-- Opening Marker --

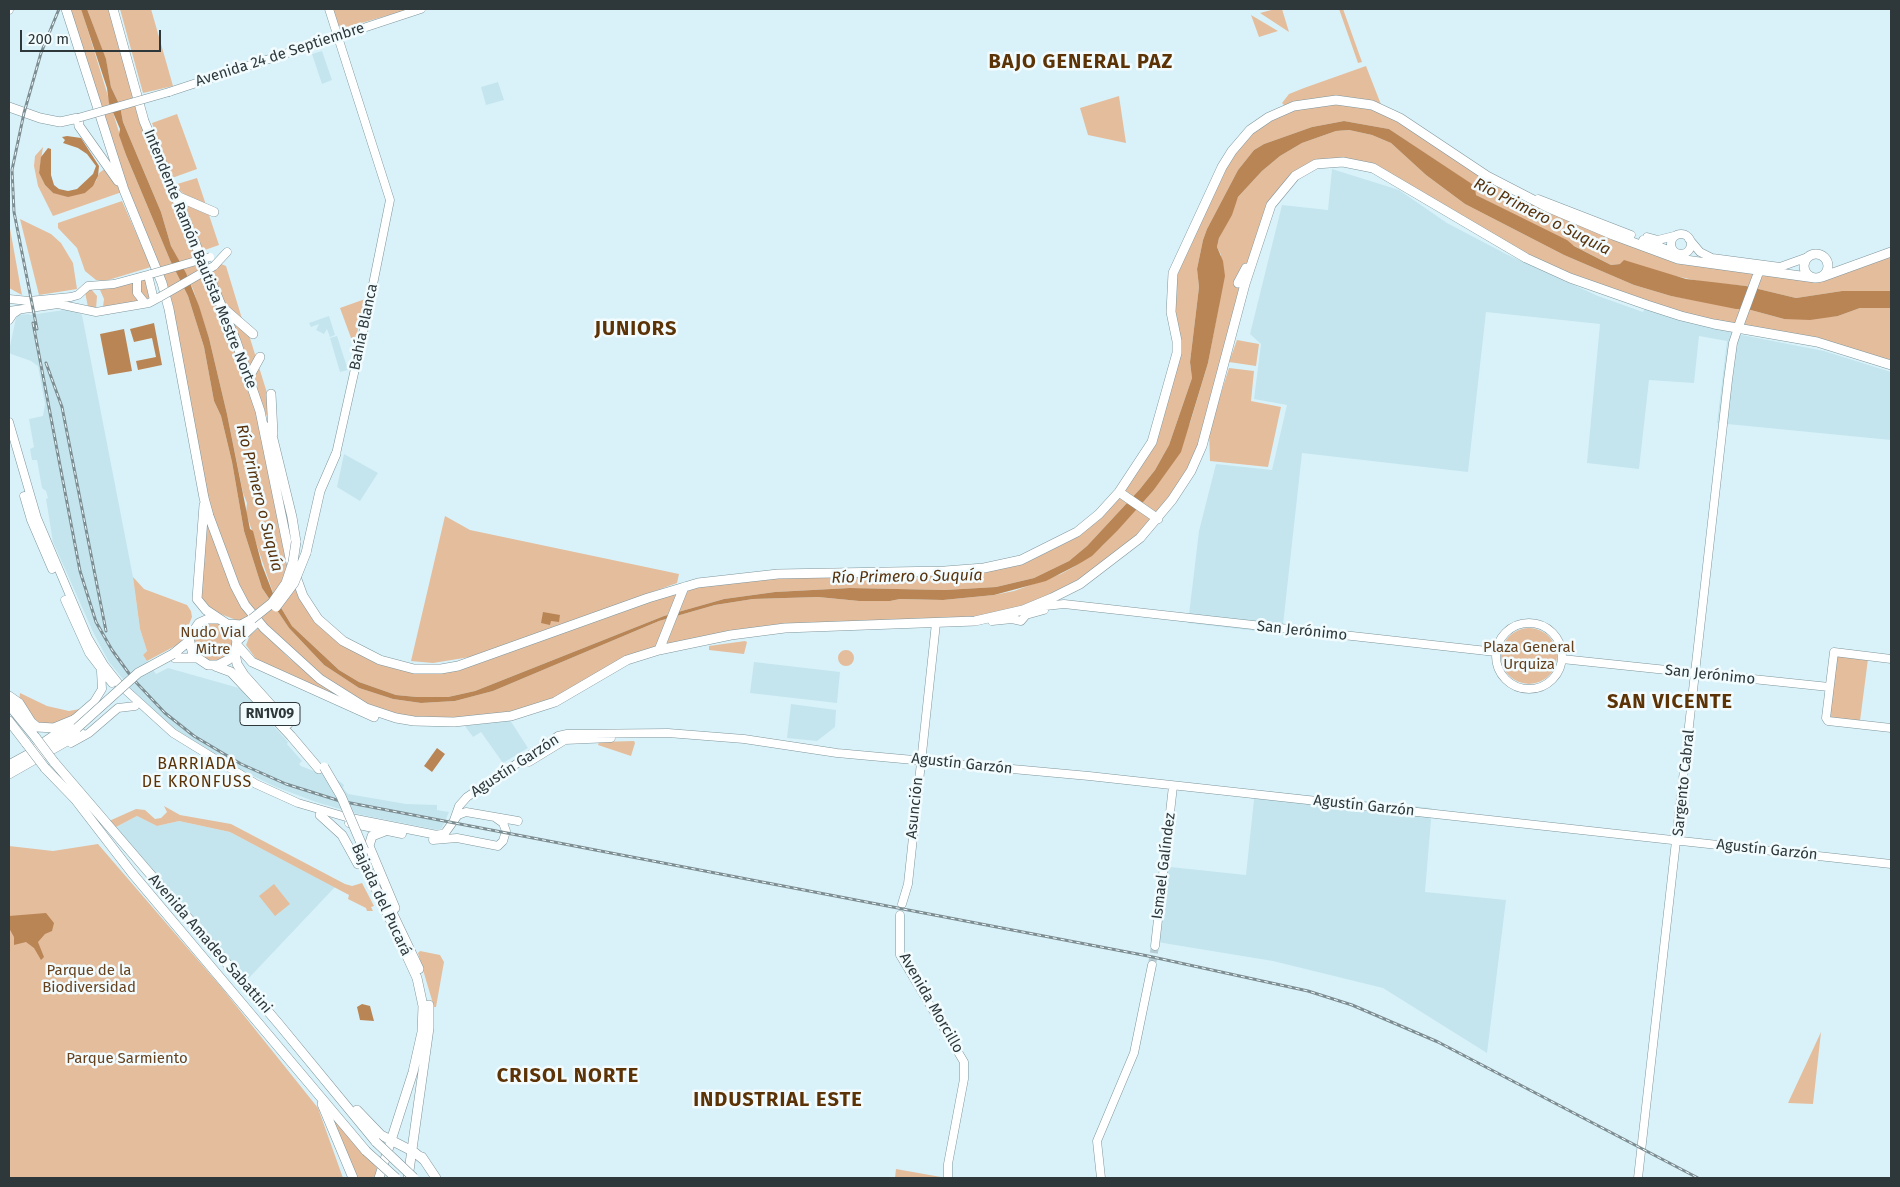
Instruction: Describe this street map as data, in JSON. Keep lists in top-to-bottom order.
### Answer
{
  "streets": {
    "main road": [
      "Avenida 24 de Septiembre",
      "Intendente Ramón Bautista Mestre Norte",
      "Bahía Blanca",
      "San Jerónimo",
      "RN1V09",
      "Agustín Garzón",
      "Sargento Cabral",
      "Asunción",
      "Ismael Galíndez",
      "Bajada del Pucará",
      "Avenida Amadeo Sabattini",
      "Avenida Morcillo"
    ]
  },
  "crossings": [
    ["Avenida 24 de Septiembre", "Bahía Blanca"],
    ["San Jerónimo", "Sargento Cabral"],
    ["Agustín Garzón", "Sargento Cabral"],
    ["Agustín Garzón", "Asunción"],
    ["Agustín Garzón", "Ismael Galíndez"]
  ],
  "districts": [
    "BAJO GENERAL PAZ",
    "JUNIORS",
    "SAN VICENTE",
    "BARRIADA DE KRONFUSS",
    "CRISOL NORTE",
    "INDUSTRIAL ESTE"
  ],
  "water": ["Río Primero o Suquía"],
  "parks": [
    "Nudo Vial Mitre",
    "Plaza General Urquiza",
    "Parque de la Biodiversidad",
    "Parque Sarmiento"
  ],
  "scale_bar": "200 m"
}
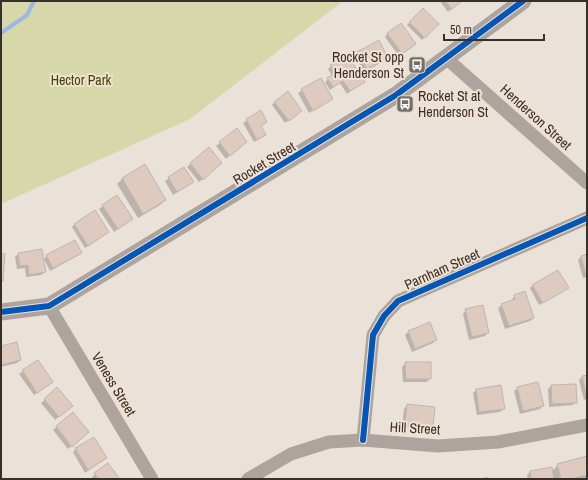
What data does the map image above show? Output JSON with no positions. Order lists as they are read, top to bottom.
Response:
{
  "streets": {
    "street": [
      "Henderson Street",
      "Rocket Street",
      "Parnham Street",
      "Veness Street",
      "Hill Street"
    ]
  },
  "crossings": [
    ["Henderson Street", "Rocket Street"],
    ["Rocket Street", "Veness Street"],
    ["Parnham Street", "Hill Street"]
  ],
  "parks": ["Hector Park"],
  "places": {
    "bus stop": ["Rocket St opp Henderson St", "Rocket St at Henderson St"]
  },
  "scale_bar": "50 m"
}
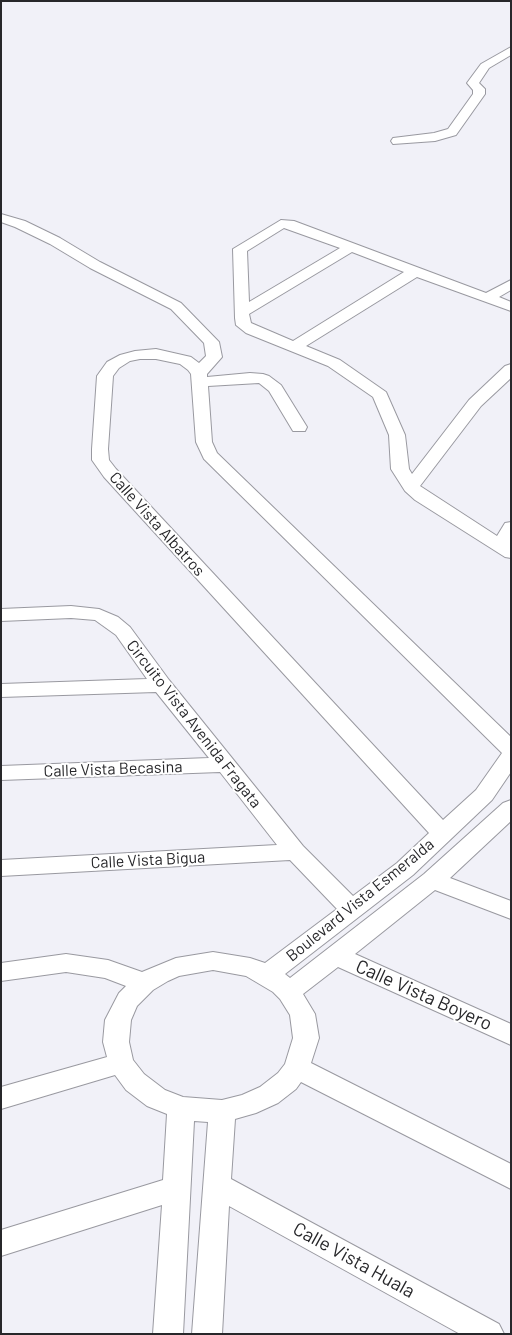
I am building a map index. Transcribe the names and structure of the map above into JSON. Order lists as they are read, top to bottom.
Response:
{
  "streets": {
    "street": [
      "Calle Vista Albatros",
      "Circuito Vista Avenida Fragata",
      "Calle Vista Becasina",
      "Calle Vista Bigua",
      "Boulevard Vista Esmeralda",
      "Calle Vista Boyero",
      "Calle Vista Huala"
    ]
  },
  "crossings": [
    ["Calle Vista Albatros", "Boulevard Vista Esmeralda"],
    ["Circuito Vista Avenida Fragata", "Calle Vista Becasina"],
    ["Circuito Vista Avenida Fragata", "Calle Vista Bigua"],
    ["Circuito Vista Avenida Fragata", "Boulevard Vista Esmeralda"],
    ["Boulevard Vista Esmeralda", "Calle Vista Boyero"]
  ]
}
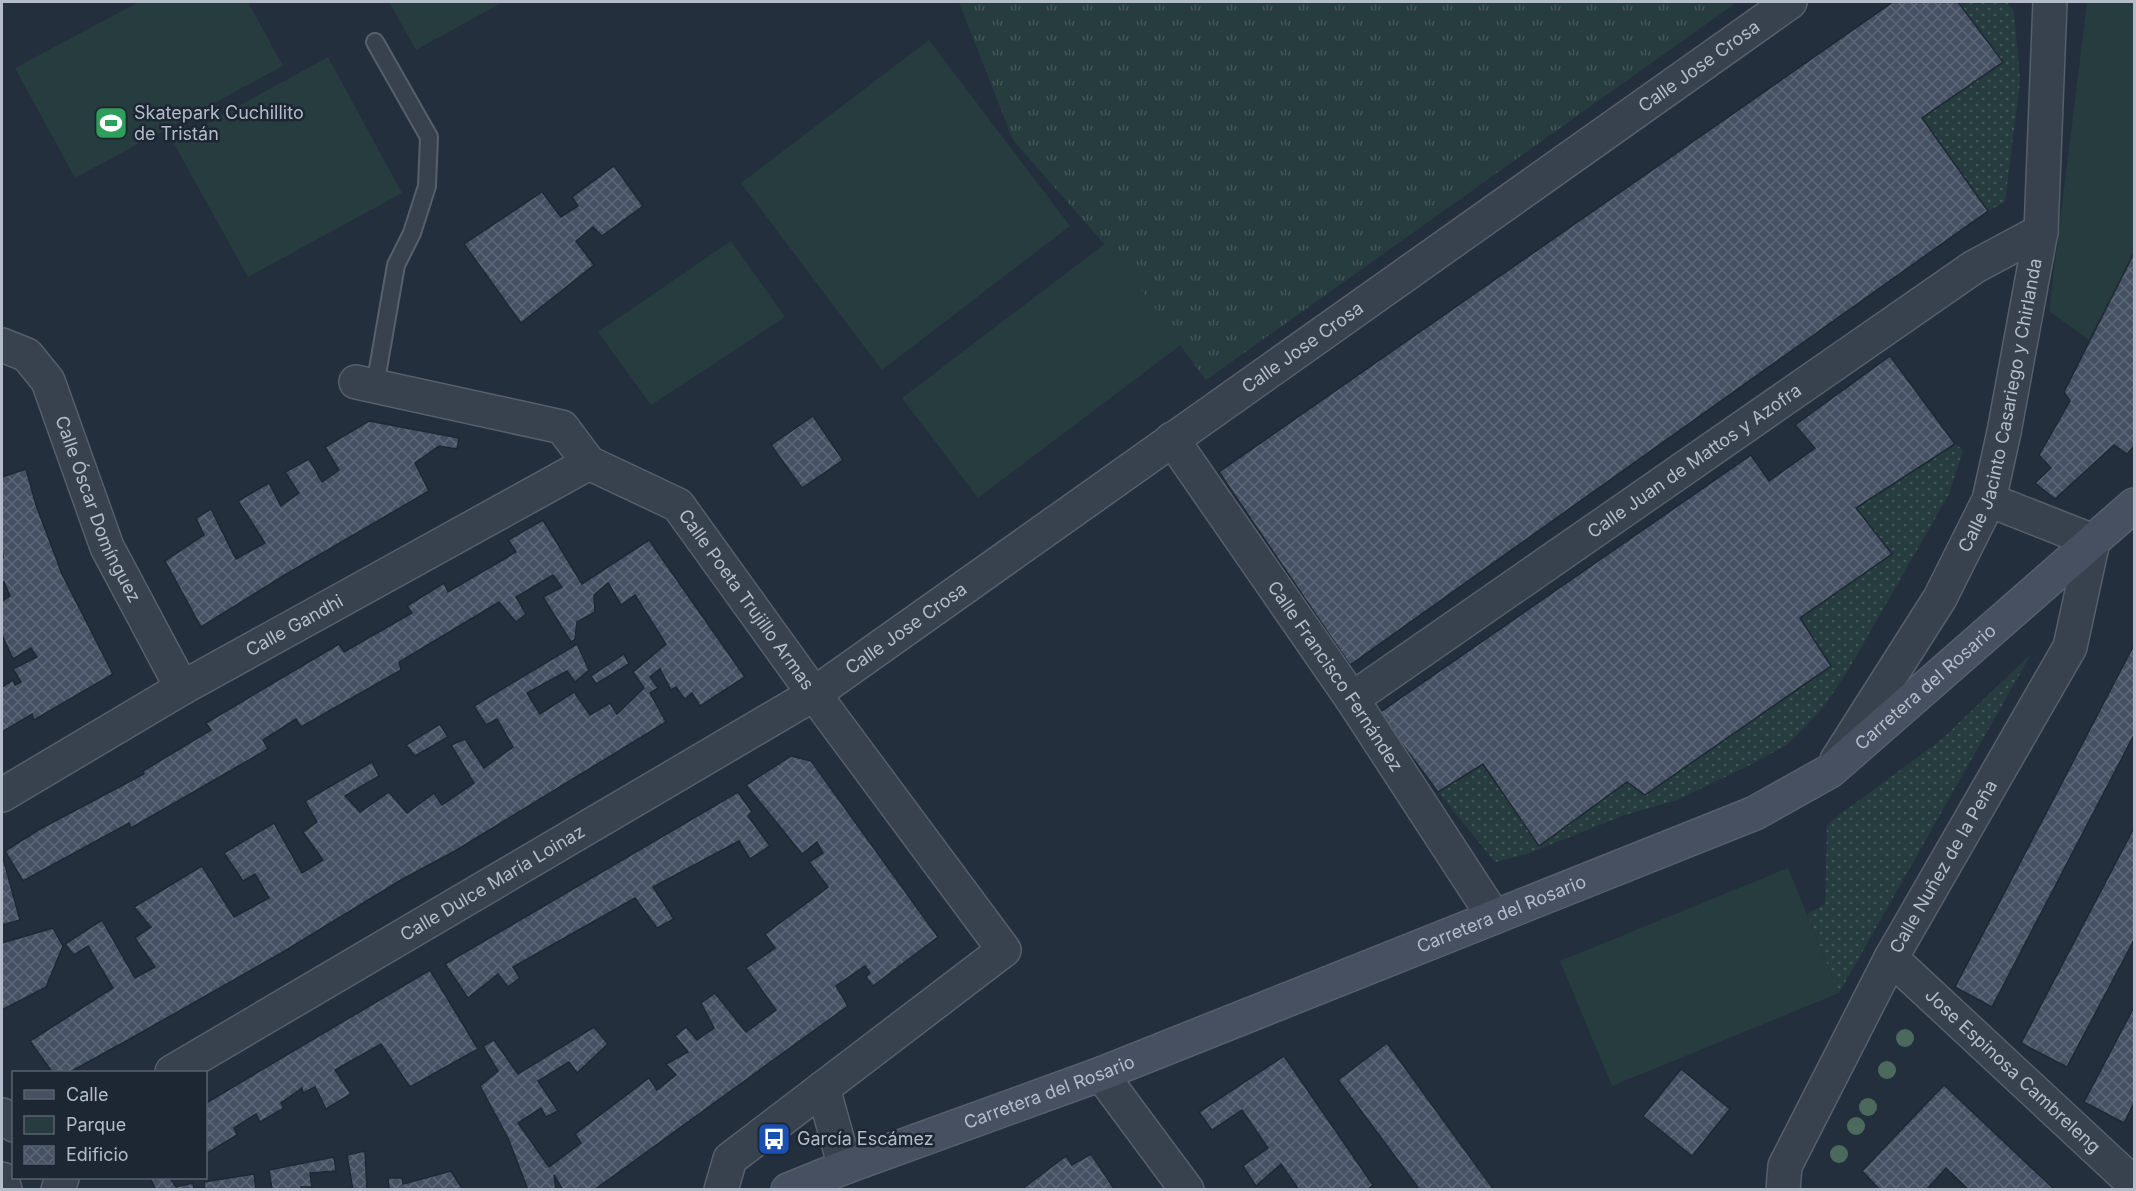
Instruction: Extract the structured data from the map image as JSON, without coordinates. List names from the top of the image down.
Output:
{
  "streets": {
    "main road": ["Carretera del Rosario"],
    "street": [
      "Calle Jose Crosa",
      "Calle Jacinto Casariego y Chirlanda",
      "Calle Juan de Mattos y Azofra",
      "Calle Óscar Domínguez",
      "Calle Poeta Trujillo Armas",
      "Calle Gandhi",
      "Calle Francisco Fernández",
      "Calle Nuñez de la Peña",
      "Calle Dulce María Loinaz",
      "Jose Espinosa Cambreleng"
    ]
  },
  "crossings": [
    ["Calle Jose Crosa", "Calle Poeta Trujillo Armas"],
    ["Calle Jose Crosa", "Calle Francisco Fernández"],
    ["Calle Jose Crosa", "Calle Dulce María Loinaz"],
    ["Calle Jacinto Casariego y Chirlanda", "Calle Juan de Mattos y Azofra"],
    ["Calle Jacinto Casariego y Chirlanda", "Carretera del Rosario"],
    ["Calle Juan de Mattos y Azofra", "Calle Francisco Fernández"],
    ["Calle Óscar Domínguez", "Calle Gandhi"],
    ["Calle Poeta Trujillo Armas", "Calle Gandhi"],
    ["Calle Poeta Trujillo Armas", "Calle Dulce María Loinaz"],
    ["Calle Francisco Fernández", "Carretera del Rosario"],
    ["Carretera del Rosario", "Calle Nuñez de la Peña"],
    ["Calle Nuñez de la Peña", "Jose Espinosa Cambreleng"]
  ],
  "places": {
    "sports": ["Skatepark Cuchillito de Tristán"],
    "bus stop": ["García Escámez"]
  },
  "legend": ["Calle", "Parque", "Edificio"]
}
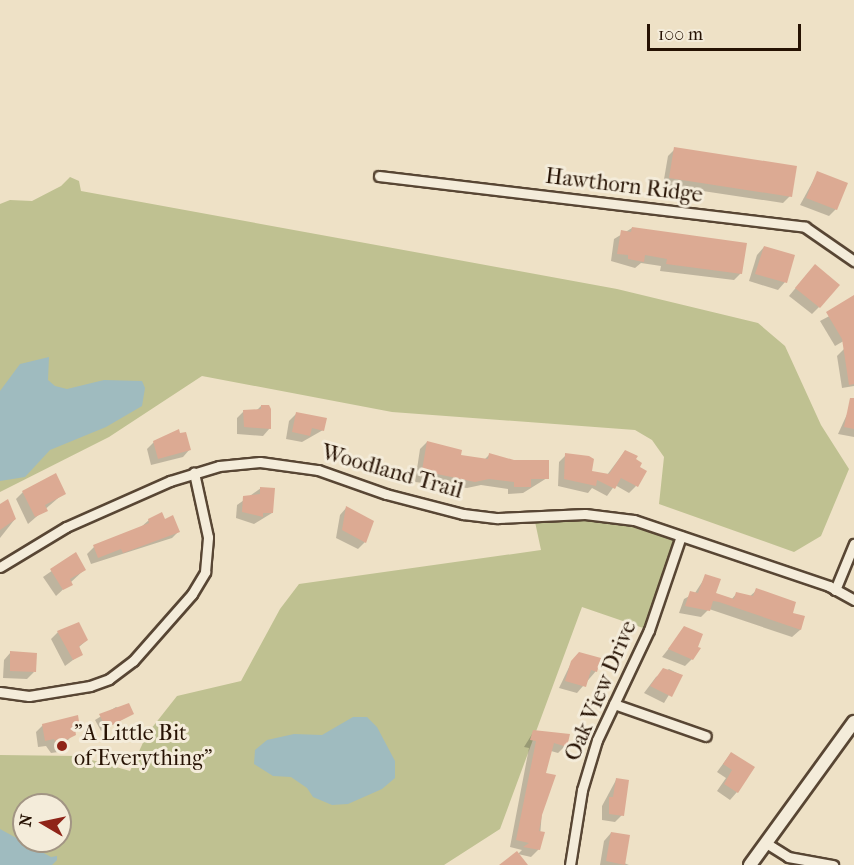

-- Closing Marker --

### [YOUR TASK]
Please retype the lines from the one that contains "Instruction: Extract the" through the final line of the data, both included, without any pictures.

### [EXERCISE SOLUTION]
Instruction: Extract the structured data from the map image as JSON, without coordinates. List names from the top of the image down.
Output:
{
  "streets": {
    "main road": ["Carretera del Rosario"],
    "street": [
      "Calle Jose Crosa",
      "Calle Jacinto Casariego y Chirlanda",
      "Calle Juan de Mattos y Azofra",
      "Calle Óscar Domínguez",
      "Calle Poeta Trujillo Armas",
      "Calle Gandhi",
      "Calle Francisco Fernández",
      "Calle Nuñez de la Peña",
      "Calle Dulce María Loinaz",
      "Jose Espinosa Cambreleng"
    ]
  },
  "crossings": [
    ["Calle Jose Crosa", "Calle Poeta Trujillo Armas"],
    ["Calle Jose Crosa", "Calle Francisco Fernández"],
    ["Calle Jose Crosa", "Calle Dulce María Loinaz"],
    ["Calle Jacinto Casariego y Chirlanda", "Calle Juan de Mattos y Azofra"],
    ["Calle Jacinto Casariego y Chirlanda", "Carretera del Rosario"],
    ["Calle Juan de Mattos y Azofra", "Calle Francisco Fernández"],
    ["Calle Óscar Domínguez", "Calle Gandhi"],
    ["Calle Poeta Trujillo Armas", "Calle Gandhi"],
    ["Calle Poeta Trujillo Armas", "Calle Dulce María Loinaz"],
    ["Calle Francisco Fernández", "Carretera del Rosario"],
    ["Carretera del Rosario", "Calle Nuñez de la Peña"],
    ["Calle Nuñez de la Peña", "Jose Espinosa Cambreleng"]
  ],
  "places": {
    "sports": ["Skatepark Cuchillito de Tristán"],
    "bus stop": ["García Escámez"]
  },
  "legend": ["Calle", "Parque", "Edificio"]
}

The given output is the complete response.